Exercise details
Lines from the listing that hold the string "down" are what you should return.

Source information START

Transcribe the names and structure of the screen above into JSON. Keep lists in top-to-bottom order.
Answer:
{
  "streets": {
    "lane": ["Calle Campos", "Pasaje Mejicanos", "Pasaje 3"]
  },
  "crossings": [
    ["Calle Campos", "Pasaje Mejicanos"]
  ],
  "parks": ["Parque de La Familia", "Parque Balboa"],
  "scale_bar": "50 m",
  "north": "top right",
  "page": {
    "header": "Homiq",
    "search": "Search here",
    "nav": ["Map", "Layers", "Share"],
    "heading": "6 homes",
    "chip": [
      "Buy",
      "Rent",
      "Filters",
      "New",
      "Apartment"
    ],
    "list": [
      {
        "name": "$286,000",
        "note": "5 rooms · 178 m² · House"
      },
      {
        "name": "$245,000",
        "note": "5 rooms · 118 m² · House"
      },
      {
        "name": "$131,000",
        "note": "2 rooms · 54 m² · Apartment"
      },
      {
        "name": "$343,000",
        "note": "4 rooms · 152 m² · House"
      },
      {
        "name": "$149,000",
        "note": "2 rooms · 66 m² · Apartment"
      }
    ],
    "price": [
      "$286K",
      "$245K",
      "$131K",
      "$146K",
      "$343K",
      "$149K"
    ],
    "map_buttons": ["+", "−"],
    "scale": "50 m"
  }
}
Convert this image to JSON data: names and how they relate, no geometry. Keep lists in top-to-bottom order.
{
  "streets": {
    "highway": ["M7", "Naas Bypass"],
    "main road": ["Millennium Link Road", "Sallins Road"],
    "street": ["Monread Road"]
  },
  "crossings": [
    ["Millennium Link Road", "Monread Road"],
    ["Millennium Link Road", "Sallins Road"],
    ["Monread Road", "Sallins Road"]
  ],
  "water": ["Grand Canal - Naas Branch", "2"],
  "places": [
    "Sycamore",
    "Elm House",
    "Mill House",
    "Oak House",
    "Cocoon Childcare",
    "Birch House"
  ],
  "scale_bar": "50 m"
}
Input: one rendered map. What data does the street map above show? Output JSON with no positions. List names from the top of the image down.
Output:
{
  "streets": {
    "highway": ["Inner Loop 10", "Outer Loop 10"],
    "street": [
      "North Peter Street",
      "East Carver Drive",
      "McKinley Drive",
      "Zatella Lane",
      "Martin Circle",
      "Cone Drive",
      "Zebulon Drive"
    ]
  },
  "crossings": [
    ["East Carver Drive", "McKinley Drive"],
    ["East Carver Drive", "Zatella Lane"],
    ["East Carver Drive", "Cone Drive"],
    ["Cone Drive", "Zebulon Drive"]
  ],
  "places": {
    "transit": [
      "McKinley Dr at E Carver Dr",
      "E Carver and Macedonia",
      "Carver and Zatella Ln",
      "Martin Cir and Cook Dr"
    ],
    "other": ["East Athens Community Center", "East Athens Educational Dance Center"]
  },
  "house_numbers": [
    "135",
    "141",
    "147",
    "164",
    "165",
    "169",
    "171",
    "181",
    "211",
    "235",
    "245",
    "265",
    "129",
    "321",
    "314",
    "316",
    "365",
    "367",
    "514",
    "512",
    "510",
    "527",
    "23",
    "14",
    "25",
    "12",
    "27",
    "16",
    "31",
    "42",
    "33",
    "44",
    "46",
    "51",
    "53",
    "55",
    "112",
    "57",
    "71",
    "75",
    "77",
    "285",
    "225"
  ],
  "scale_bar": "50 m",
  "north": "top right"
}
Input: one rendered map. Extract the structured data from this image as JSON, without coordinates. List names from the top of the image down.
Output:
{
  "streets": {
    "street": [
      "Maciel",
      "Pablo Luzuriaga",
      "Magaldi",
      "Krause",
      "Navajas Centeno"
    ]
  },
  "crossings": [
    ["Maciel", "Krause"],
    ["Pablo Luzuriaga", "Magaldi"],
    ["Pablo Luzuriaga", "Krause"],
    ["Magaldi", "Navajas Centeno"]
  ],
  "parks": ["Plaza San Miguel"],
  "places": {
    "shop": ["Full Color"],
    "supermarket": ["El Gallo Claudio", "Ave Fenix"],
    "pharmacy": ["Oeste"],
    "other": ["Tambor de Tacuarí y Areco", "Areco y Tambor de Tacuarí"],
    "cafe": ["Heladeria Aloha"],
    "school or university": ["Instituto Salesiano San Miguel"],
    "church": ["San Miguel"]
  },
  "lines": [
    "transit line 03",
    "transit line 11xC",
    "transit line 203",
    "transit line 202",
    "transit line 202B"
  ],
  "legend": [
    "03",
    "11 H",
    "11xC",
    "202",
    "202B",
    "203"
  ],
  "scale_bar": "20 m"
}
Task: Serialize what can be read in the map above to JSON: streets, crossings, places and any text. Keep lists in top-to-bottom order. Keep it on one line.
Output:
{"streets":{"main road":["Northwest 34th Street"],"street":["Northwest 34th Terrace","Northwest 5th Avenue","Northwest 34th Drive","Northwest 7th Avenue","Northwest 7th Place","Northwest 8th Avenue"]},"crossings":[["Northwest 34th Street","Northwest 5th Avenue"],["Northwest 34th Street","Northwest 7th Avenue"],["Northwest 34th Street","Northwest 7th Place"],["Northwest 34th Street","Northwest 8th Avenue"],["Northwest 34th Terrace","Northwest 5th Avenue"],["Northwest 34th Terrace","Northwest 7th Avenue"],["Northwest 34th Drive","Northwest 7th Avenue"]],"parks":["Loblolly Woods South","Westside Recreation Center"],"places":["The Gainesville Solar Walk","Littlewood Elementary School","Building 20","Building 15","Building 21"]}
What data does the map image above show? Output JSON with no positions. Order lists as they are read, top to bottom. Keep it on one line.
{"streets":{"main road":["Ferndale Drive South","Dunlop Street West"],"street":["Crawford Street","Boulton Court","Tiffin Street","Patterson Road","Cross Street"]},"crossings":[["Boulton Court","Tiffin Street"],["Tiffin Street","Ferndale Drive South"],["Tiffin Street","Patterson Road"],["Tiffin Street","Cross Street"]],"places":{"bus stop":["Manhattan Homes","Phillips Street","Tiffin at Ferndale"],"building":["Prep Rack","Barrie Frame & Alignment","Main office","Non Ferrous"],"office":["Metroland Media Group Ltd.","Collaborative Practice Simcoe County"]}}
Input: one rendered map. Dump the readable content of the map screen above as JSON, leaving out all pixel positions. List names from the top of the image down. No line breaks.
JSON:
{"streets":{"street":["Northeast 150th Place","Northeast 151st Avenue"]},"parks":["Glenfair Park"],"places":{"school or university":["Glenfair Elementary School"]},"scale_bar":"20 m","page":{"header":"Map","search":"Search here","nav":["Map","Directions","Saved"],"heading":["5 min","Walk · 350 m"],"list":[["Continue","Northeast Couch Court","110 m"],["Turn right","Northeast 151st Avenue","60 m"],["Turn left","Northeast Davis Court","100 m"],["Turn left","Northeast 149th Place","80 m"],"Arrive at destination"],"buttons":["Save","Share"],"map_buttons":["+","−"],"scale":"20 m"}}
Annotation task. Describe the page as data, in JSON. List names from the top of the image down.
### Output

Source information END

Answer space
Input: one rendered map. What data does the street map above show? Output JSON with no positions. List names from the top of the image down.
Input: one rendered map. Extract the structured data from this image as JSON, without coordinates. List names from the top of the image down.
Input: one rendered map. Dump the readable content of the map screen above as JSON, leaving out all pixel positions. List names from the top of the image down. No line breaks.
Annotation task. Describe the page as data, in JSON. List names from the top of the image down.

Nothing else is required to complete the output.